チャイムが鳴り、教室がざわつき始めても、白は誰とも会話せず席を立った。
鞄を肩にかけたまま、静かに教室を出て向かったのは校舎の端――図書室。
ドアを開けた瞬間、冷房の効いた空気と紙の匂いが鼻をくすぐる。
図書室内はまばらに数名の生徒がいるだけで、静寂に包まれていた。
目に見えないルールのように、ここでは誰も声を荒げない。
その沈黙が、白には都合がよかった。
彼は一歩一歩、足音を極力立てずに奥へと進みながら、視線を自然と巡らせた。
――いた。
窓際の席、壁際の棚に背を向ける形で座っているのが、橘聖人だった。
手元の本に視線を落とし、時折ペンを走らせては、メモ帳に何かを記している。
白は表情ひとつ変えず、隣の棚に並ぶ本を物色するふりをしながら、その動きを観察した。
(……来てる。

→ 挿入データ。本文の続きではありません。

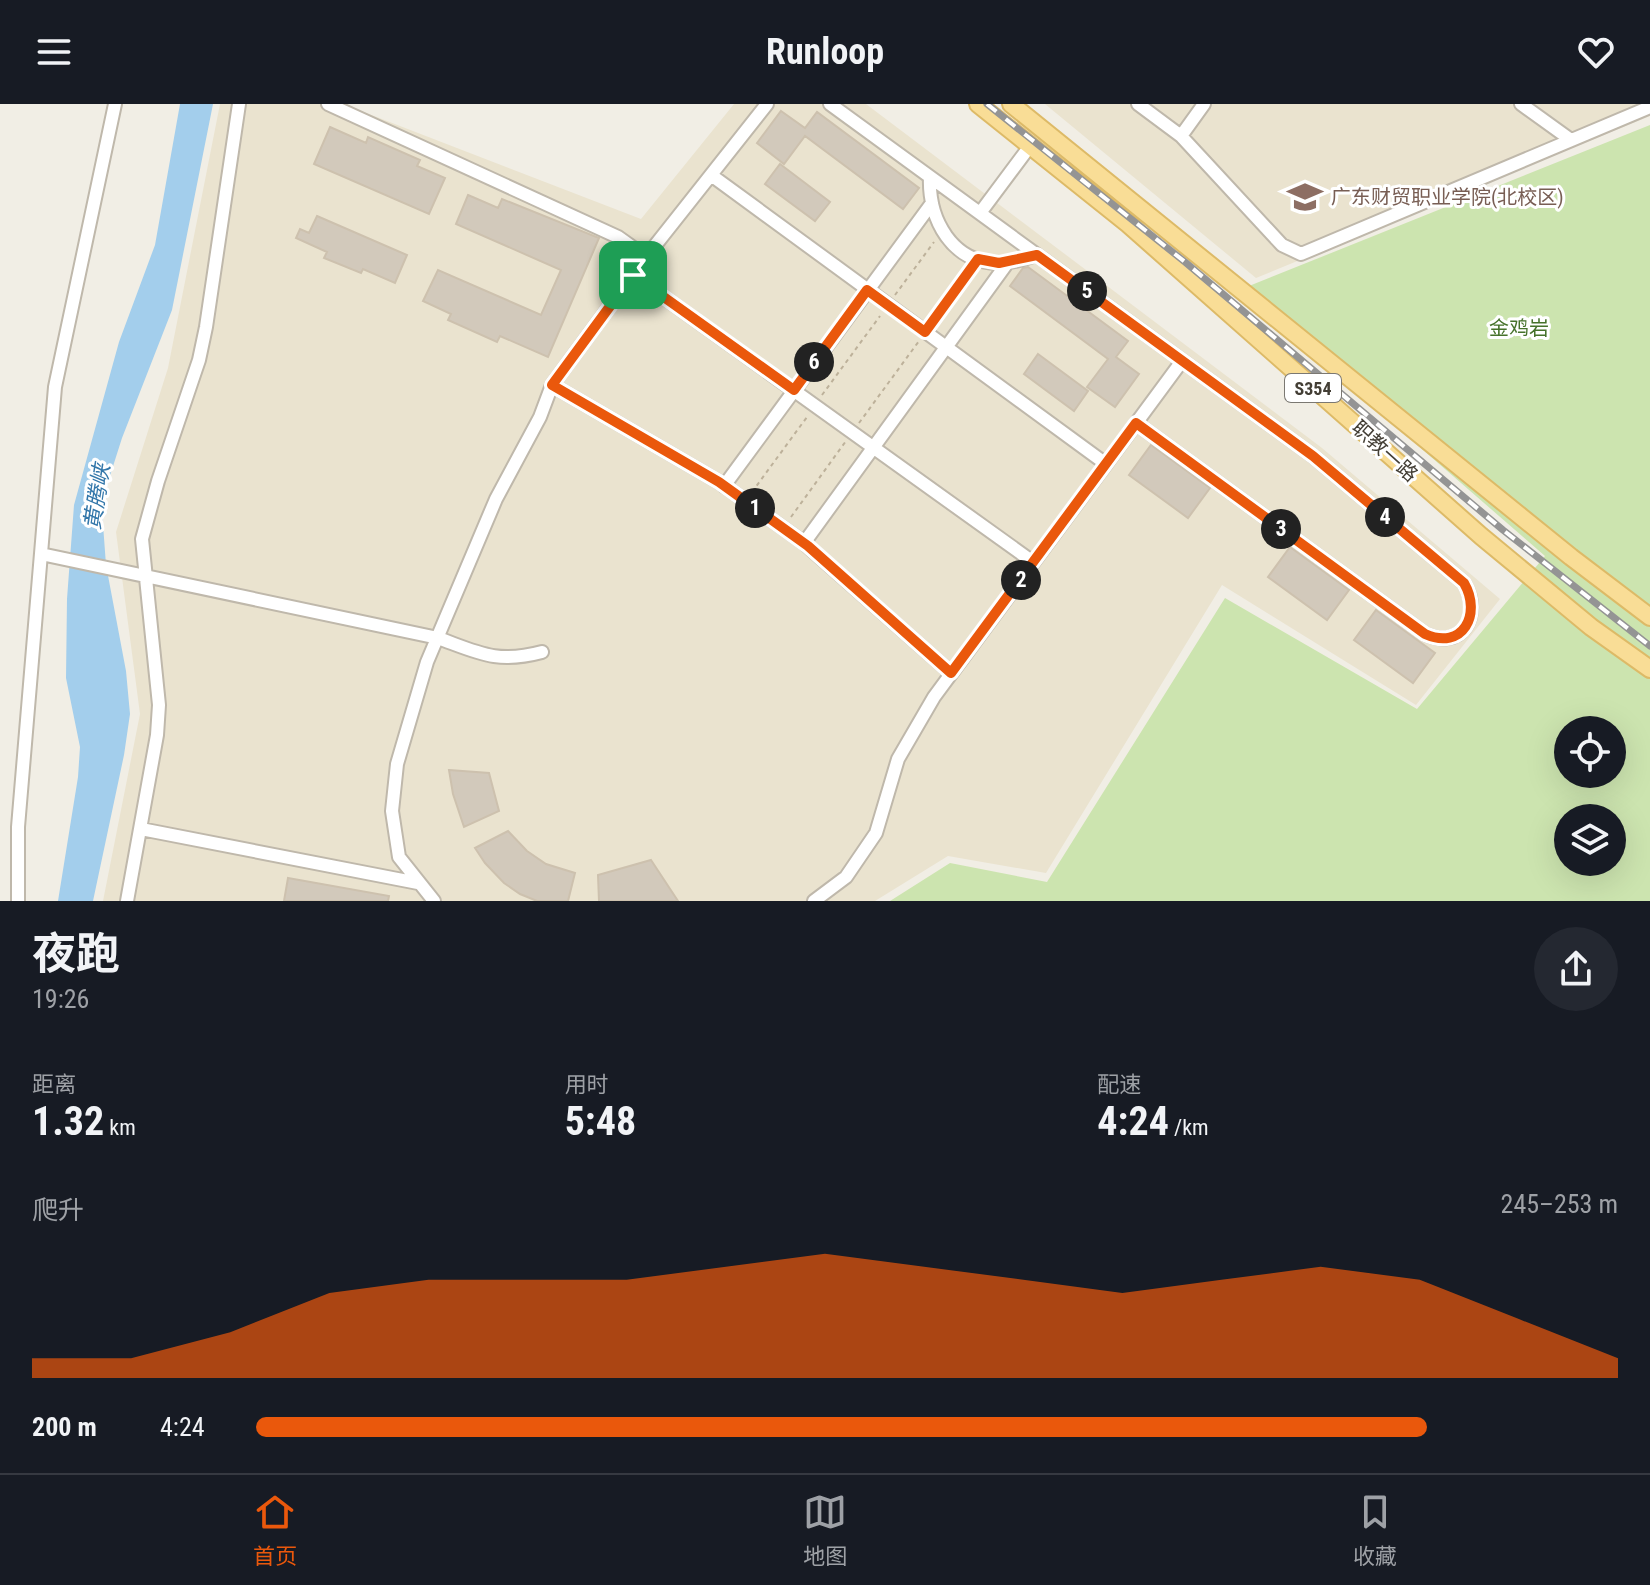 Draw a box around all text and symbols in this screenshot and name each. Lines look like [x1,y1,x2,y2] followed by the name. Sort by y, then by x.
[32,30,76,74] icon: menu
[1574,30,1618,74] icon: heart
[766,31,884,73] text: Runloop
[1286,178,1324,216] school or university icon: 广东财贸职业学院(北校区)
[1331,185,1564,209] place label: 广东财贸职业学院(北校区)
[599,241,667,309] pin
[611,253,655,297] icon: arrive
[1067,271,1107,311] pin: 5
[1081,278,1093,303] text: 5
[1489,316,1549,340] park label: 金鸡岩
[794,342,834,382] pin: 6
[808,349,820,374] text: 6
[1285,374,1341,402] road number: S354
[1347,415,1423,487] street label: 职教一路
[79,459,115,532] water label: 黄腾峡
[735,488,775,528] pin: 1
[749,495,761,520] text: 1
[1365,497,1405,537] pin: 4
[1379,504,1391,529] text: 4
[1261,509,1301,549] pin: 3
[1275,516,1287,541] text: 3
[1001,560,1041,600] pin: 2
[1015,567,1027,592] text: 2
[1554,716,1626,876] map controls
[1554,716,1626,788] button: locate
[1554,804,1626,876] button: layers
[1534,927,1618,1011] button: share
[32,928,120,980] text: 夜跑
[32,984,89,1014] text: 19:26
[32,1072,76,1097] text: 距离
[565,1072,609,1097] text: 用时
[1097,1072,1141,1097] text: 配速
[32,1098,104,1145] text: 1.32
[565,1098,636,1145] text: 5:48
[1097,1098,1169,1145] text: 4:24
[104,1115,136,1140] text: km
[1169,1115,1209,1140] text: /km
[1501,1189,1618,1219] text: 245–253 m
[32,1195,84,1225] text: 爬升
[32,1412,97,1442] text: 200 m
[160,1412,205,1442] text: 4:24
[253,1490,297,1570] tab: 首页
[803,1490,847,1570] tab: 地图
[1353,1490,1397,1570] tab: 收藏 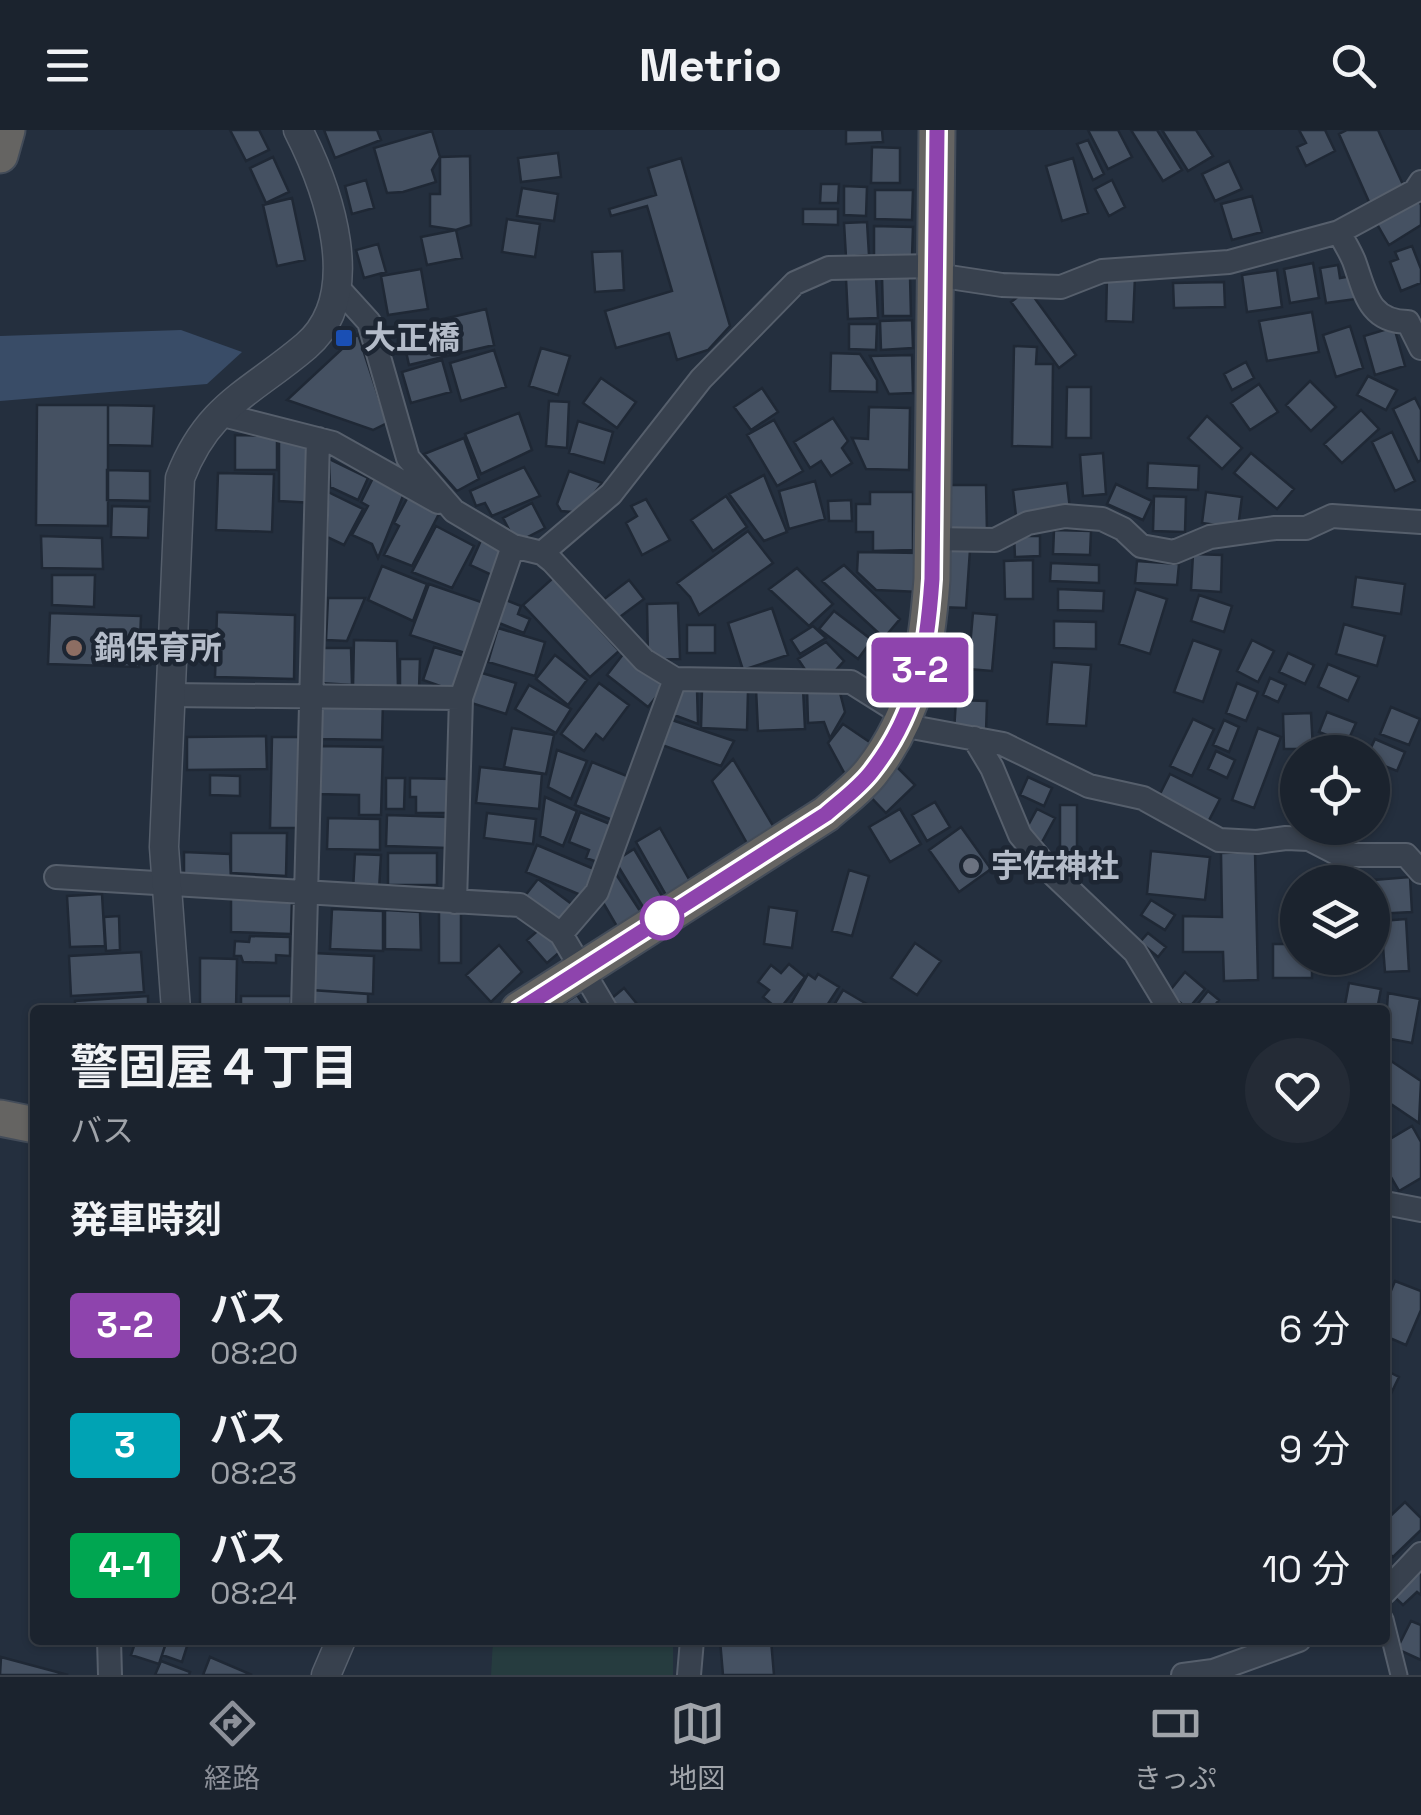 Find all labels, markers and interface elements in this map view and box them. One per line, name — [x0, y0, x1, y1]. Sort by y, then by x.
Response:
text: Metrio — [639, 37, 782, 94]
icon: menu — [40, 38, 95, 93]
icon: search — [1326, 38, 1381, 93]
place label: 大正橋 — [364, 318, 460, 358]
marker: 大正橋 — [333, 327, 355, 349]
place label: 鍋保育所 — [94, 628, 222, 668]
marker: 鍋保育所 — [63, 637, 85, 659]
line badge: 3-2 — [862, 638, 978, 702]
text: 3-2 — [891, 648, 949, 692]
map controls — [1280, 735, 1390, 975]
button: locate — [1280, 735, 1390, 845]
place label: 宇佐神社 — [991, 846, 1119, 886]
marker: 宇佐神社 — [960, 855, 982, 877]
button: layers — [1280, 865, 1390, 975]
unlabelled marker — [641, 897, 683, 939]
text: 警固屋４丁目 — [70, 1037, 358, 1098]
button: heart — [1245, 1038, 1350, 1143]
text: バス — [70, 1111, 134, 1151]
text: 発車時刻 — [70, 1196, 222, 1244]
text: バス — [210, 1285, 286, 1333]
text: 3-2 — [96, 1303, 154, 1347]
text: 6 分 — [1279, 1305, 1350, 1353]
text: 08:20 — [210, 1333, 298, 1373]
text: バス — [210, 1405, 286, 1453]
text: 3 — [114, 1423, 136, 1467]
text: 9 分 — [1279, 1425, 1350, 1473]
text: 08:23 — [210, 1453, 297, 1493]
text: バス — [210, 1525, 286, 1573]
text: 4-1 — [98, 1543, 152, 1587]
text: 10 分 — [1262, 1545, 1350, 1593]
text: 08:24 — [210, 1573, 297, 1613]
tab: 経路 — [204, 1696, 260, 1796]
tab: 地図 — [669, 1696, 725, 1796]
tab: きっぷ — [1134, 1696, 1217, 1796]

いつも通りの位置、時間、仕草)
ここ五日間、白は橘の放課後の行動を記録していた。
サッカー部に所属している彼が、この図書室を“逃げ場”にしていることに気づいたのは、四日前のこと。
(ノートは……いつも同じ。青い表紙、A5サイズ。筆記具はボールペン。カバンはイスの背もたれに……)
ひとつひとつの情報が、白の脳内で配置されていく。
まるでジグソーパズルを組み上げるように。
(……この机の配置なら、死角が多い。監視カメラも図書室内には設置されていない)
白は静かに本を一冊取り、適当なテーブルへと腰を下ろした。
背中合わせの位置から、橘の姿を完全に捉えられる場所。
視線は本のページに落としながらも、思考はすべて“彼”に集中していた。
(学生証をどこに入れてるか。財布か、カバンか。……この位置じゃまだ見えないな)
白はそっと本を閉じ、立ち上がると、窓際の棚に向かった。
橘のすぐ後ろを通る際、意識的に歩幅を遅くし、チラリとカバンの中を覗き込む。
――青と白のストライプ柄の財布。そのポケットに、ほんの一瞬“緑の縁”が見えた。
(あれだ。学生証、財布の中……)
視線を戻した白は、窓際の本棚に背を向けたまま、視界の端に橘の動きを入れ続ける。
ページをめくる手。ペンを置く仕草。周囲をまったく警戒しない姿。
(……あれを、どう取るか)
白は思考の網を張るようにして選択肢を並べた。
⸻
【案1:すれ違いざまに抜き取る】
長い廊下、照明の死角。
橘とすれ違いざまに、外側のポケットから財布を「落とさせる」ような接触をして、財布の口が開いていれば……。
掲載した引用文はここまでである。